DNS Management

AWS Services

  • Amazon Route 53

Summary

A public subdomain has been delegated to your AWS account and is present as a Route 53 hosted zone. You are required to provision various DNS records for this domain, such as A, CNAME, and MX records. You should verify that the records are correctly set up and that the domain is resolving correctly.

Task

You’ve been assigned to manage a DNS subdomain for a client’s project. Your goal is to create the required DNS records and ensure the subdomain functions as expected.
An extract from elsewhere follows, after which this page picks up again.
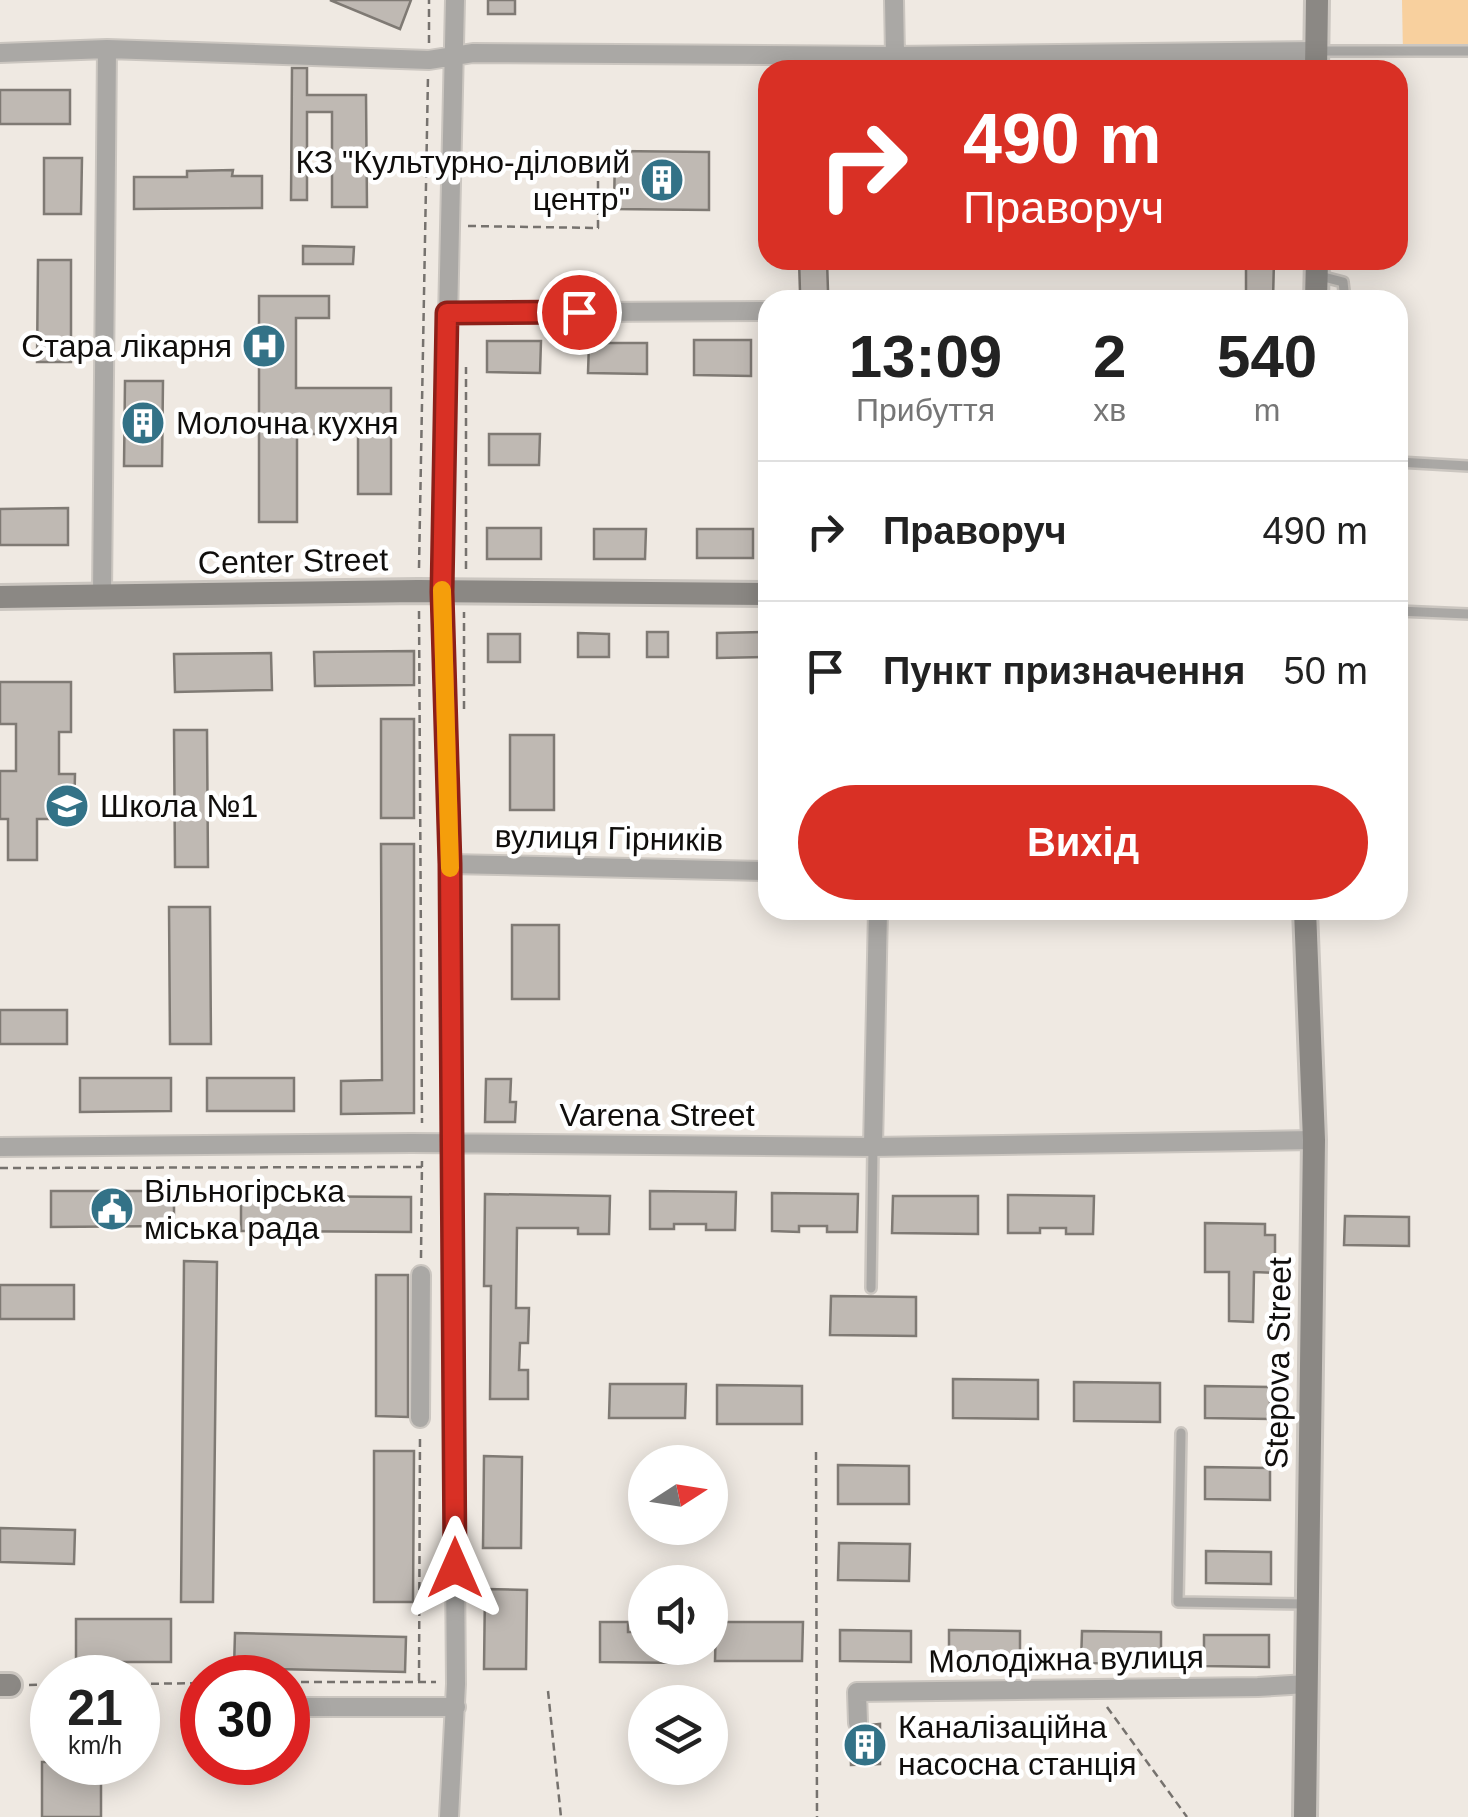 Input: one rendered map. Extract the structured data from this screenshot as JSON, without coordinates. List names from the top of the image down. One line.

  1. Use the pre-configured hosted zone in Route 53 for the subdomain.
  2. Add the following DNS records:
    • An A record for the zone apex that resolves to the IP address 203.0.113.10.
    • A CNAME record for www that points to the zone apex.
    • An MX record for the zone apex that points to mail.example.com with a priority of 10.
    • A TXT record for the zone apex containing the text skills53-verification.
  3. Ensure all changes are applied and the records are propagated.

Verification:

  • Use a DNS lookup tool (e.g., dig or online tools) to confirm that the records are correctly set up and resolving.
  • Verify that the www subdomain resolves correctly via the CNAME.
  • Test email delivery using the configured MX record (e.g., by checking for successful mail server responses).

Hints:

  • Use the Route 53 console to create and manage records, and ensure the hosted zone’s NS records are correctly delegated.
  • Propagation of DNS changes may take some time; use tools to check the status and TTL of the records.
  • Double-check the formats for each record type, especially for MX and TXT.
  • If you don’t own a domain, practice by creating a private hosted zone in Route 53 and associating it with a VPC. You can test records by setting up local DNS resolution within that VPC.